Issue 43.1 Summer/Fall 2022

Flying an Ancient Rug from Tangier

Rugs

What if finding manna is the prelude

to losing everything else?

 

Fajr, Dhuhr, Asr, Maghrib, Isha—

morning, midday, afternoon, sunset, nighttime.

 

Five times through the hours, my father prays.

His back is bad, yet still, he kneels on his sajjāda toward Mecca.

 

Q. Any religious preferences, Sir?—the visiting nurse asks my father.

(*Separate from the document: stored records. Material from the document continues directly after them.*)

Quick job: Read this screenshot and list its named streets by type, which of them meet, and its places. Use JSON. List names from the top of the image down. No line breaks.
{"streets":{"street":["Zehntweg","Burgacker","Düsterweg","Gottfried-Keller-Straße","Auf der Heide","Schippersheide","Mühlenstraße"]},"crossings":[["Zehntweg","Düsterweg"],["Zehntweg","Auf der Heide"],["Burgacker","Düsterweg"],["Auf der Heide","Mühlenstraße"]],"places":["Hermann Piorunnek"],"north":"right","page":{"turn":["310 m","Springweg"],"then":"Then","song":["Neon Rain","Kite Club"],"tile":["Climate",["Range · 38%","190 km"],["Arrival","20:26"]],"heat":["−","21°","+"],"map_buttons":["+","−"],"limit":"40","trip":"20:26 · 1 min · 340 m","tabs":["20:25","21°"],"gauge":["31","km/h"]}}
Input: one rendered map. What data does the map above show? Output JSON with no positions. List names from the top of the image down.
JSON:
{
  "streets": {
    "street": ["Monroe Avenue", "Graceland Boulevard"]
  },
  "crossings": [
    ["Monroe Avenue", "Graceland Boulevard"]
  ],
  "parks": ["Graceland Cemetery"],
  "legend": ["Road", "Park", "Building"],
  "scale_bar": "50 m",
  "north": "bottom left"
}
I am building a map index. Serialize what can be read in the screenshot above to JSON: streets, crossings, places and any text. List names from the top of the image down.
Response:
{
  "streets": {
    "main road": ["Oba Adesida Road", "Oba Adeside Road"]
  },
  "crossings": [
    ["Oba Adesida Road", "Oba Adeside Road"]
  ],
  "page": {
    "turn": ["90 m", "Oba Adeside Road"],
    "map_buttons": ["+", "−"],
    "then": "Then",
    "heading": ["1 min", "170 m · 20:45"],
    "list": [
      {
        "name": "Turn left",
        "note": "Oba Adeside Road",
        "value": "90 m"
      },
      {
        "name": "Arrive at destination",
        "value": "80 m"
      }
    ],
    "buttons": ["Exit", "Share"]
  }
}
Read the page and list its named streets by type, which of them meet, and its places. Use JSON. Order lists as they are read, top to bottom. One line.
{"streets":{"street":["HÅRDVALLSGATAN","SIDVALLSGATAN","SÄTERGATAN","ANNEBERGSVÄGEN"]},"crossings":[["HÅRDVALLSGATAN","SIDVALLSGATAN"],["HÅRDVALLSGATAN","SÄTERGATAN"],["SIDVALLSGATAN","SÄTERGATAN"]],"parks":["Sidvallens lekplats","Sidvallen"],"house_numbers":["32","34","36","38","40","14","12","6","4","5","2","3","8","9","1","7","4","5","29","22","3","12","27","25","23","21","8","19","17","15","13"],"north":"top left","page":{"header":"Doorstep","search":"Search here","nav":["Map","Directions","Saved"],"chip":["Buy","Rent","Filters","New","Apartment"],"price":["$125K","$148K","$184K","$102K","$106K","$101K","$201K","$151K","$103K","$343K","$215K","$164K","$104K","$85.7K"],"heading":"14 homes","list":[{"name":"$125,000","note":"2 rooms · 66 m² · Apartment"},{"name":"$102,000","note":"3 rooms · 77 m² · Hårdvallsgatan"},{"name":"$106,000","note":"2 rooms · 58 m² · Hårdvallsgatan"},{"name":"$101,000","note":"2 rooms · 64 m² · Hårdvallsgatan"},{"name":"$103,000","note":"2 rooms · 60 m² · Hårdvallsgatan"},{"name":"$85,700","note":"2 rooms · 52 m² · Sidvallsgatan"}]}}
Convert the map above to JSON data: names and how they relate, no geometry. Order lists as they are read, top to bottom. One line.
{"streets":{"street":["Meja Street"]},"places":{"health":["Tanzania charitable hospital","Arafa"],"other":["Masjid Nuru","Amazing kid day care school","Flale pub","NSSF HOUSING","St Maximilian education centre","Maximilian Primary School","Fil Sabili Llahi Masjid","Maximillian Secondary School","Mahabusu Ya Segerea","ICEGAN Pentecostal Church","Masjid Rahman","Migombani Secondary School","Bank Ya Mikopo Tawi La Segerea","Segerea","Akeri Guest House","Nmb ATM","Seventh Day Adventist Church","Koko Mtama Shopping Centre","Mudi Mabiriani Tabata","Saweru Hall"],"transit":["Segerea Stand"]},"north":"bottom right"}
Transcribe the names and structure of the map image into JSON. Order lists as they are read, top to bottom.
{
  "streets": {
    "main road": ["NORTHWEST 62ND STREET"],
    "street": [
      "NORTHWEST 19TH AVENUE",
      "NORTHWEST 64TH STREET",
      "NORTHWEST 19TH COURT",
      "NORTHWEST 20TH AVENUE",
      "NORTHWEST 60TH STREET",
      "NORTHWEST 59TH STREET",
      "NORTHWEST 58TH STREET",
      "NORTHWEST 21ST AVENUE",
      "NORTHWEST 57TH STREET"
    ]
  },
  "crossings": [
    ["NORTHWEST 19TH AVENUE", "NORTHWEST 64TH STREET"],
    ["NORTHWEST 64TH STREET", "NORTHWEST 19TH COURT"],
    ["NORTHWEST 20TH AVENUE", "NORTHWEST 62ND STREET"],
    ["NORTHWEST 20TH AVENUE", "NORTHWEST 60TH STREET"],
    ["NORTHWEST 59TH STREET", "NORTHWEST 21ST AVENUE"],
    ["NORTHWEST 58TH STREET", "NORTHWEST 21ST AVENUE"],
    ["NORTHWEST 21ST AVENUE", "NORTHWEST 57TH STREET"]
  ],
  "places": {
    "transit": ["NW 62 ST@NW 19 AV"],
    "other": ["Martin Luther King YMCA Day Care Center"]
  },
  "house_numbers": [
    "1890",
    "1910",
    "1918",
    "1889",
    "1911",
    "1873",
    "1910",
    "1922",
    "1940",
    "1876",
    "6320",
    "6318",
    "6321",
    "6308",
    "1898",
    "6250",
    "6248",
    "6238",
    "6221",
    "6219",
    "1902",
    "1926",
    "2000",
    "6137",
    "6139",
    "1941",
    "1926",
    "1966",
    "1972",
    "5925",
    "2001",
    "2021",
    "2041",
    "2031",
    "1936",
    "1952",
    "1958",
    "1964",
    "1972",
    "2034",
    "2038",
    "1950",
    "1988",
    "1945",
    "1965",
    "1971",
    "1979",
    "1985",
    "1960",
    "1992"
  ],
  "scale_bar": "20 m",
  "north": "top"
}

A. I could eat anything—the leg, the goat, the whole thing.

 

From my cousin, Mesalik, I borrow a hijab, or is it an hijab?—because

Mesalik looks like me, how could she not? We sit here dreaming of animals.

 

And we share our granny’s name, Mesalik, and gambol

in tempo to Granny’s woodchucks chomping for baba ghanoush.

 

The tall grasses we name for our handsome country neighbors,

but we curious—could farmer boys have smooth hands?

 

Those Western lessons, we root and rhubarb, drawing in circles—

tilting, spinning, planets dissolving into our ears and eyes.

 

Still, five times through the hours our foreheads touch ground

 buzz such futz from our brains. Five times, even the history

 

of libraries, of museums—their golly gee willikers work

vanishes in fog. Or maybe the entire galaxy deserts us, including ourselves.

 

But what if the prelude is just a prelude? Anything lost simply becomes

anything else—manna lifting us as light can do, rivers even. Or maybe Granny

 

tempts sun, sky, teases beehive hair and we rev-up—the three Mesaliks

on Granny’s ancient rug from Tangier. We like saying Tangier, or is it Tangiers?